Deciphering the Code of Cinema From the Center of Los Feliz by Peter Avellino
Wednesday, April 29, 2009
The Beginning Of The World
Sometimes you can find a great deal of enjoyment in a film, even while freely admitting that, yes, there are a few problems in there. There hasn’t ever been much of an audience for Peter Bogdanovich’s NICKELODEON which got pretty lousy reviews and did little business when released in 1976. It’s never been released on video in any form until now and even a Cinematheque screening I attended about six years ago was pretty sparsely populated. But I kind of like it anyway and now that I have the new DVD release I’m sure I’ll willingly look at various sections of it again from time to time. A mostly comic look at filmmaking in its very earliest days inspired by the stories told to the director in interviews by the likes of Allan Dwan, Leo McCarey and Raoul Walsh, much of it is very entertaining but some of its issues come through that make me understand a little of the response it received at the time.

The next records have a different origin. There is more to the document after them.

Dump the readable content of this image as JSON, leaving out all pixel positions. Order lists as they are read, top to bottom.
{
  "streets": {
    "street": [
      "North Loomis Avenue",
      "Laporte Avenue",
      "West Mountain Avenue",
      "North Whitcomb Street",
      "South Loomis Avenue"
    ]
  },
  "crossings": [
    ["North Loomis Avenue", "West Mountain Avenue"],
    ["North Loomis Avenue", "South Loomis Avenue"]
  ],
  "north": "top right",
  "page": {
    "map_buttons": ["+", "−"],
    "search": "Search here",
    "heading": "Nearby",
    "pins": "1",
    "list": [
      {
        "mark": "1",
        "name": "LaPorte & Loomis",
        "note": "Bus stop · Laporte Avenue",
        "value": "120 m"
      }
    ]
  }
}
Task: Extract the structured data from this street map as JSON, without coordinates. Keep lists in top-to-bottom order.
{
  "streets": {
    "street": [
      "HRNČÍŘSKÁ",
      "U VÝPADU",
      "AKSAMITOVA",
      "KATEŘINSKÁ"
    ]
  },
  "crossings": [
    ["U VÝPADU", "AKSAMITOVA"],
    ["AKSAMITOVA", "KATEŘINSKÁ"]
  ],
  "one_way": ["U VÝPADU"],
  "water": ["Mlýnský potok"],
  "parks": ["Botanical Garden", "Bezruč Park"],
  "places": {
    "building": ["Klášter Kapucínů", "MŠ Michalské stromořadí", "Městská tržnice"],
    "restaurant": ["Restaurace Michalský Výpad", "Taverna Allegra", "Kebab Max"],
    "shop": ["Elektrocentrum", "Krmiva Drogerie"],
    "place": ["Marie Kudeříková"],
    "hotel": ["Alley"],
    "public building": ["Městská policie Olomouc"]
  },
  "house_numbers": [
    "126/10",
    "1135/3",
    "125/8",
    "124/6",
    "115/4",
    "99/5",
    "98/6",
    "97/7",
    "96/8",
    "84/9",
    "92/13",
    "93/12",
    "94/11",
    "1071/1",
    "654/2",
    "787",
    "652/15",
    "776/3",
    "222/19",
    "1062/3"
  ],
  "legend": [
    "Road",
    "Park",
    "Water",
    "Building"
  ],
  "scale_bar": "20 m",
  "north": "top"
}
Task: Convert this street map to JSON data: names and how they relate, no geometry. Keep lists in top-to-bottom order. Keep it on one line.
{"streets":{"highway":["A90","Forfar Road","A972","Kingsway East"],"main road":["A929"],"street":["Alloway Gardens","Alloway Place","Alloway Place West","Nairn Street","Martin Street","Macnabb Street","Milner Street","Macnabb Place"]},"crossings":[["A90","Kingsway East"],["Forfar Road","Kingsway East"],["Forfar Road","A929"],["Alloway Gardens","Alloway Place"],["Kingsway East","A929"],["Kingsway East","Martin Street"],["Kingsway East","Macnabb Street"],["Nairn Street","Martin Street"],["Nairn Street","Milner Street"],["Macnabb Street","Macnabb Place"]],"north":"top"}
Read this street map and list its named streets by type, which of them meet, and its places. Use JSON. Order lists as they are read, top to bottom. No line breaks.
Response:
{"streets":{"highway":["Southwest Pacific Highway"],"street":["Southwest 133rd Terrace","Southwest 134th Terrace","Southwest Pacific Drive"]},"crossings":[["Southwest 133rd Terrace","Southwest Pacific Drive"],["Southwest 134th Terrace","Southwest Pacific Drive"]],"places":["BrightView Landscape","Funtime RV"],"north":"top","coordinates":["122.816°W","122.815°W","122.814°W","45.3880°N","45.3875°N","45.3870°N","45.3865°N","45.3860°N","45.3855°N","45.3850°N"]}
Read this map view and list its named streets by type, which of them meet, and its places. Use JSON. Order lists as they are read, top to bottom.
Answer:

Set during the early days of the movies beginning in 1910, Ryan O’Neal plays Chicago lawyer Leo Harrigan (“H-A-double-R-I-G-A-N. Like the man in the song.”) who literally stumbles into working for motion picture producer H.H. Cobb (Brian Keith) in the fledgling industry and after spending time writing up synopses to be shot, is packed off to California to take care of a unit that has been left without a director. Meanwhile, southern boy Buck Greenway (Burt Reynolds) has similarly stumbled into working for the Patent Agency, the group that is enforcing a monopoly on the theater circuit, and is sent out west to take care of this rival film shoot. But when everyone finally meets, Harrigan thinks that in Greenway he may just have found his new leading man and the two men have to work out their differences regarding each one’s attraction to the beguiling, and blind as a rat, Kathleen Cooke (model Jane Hitchcock).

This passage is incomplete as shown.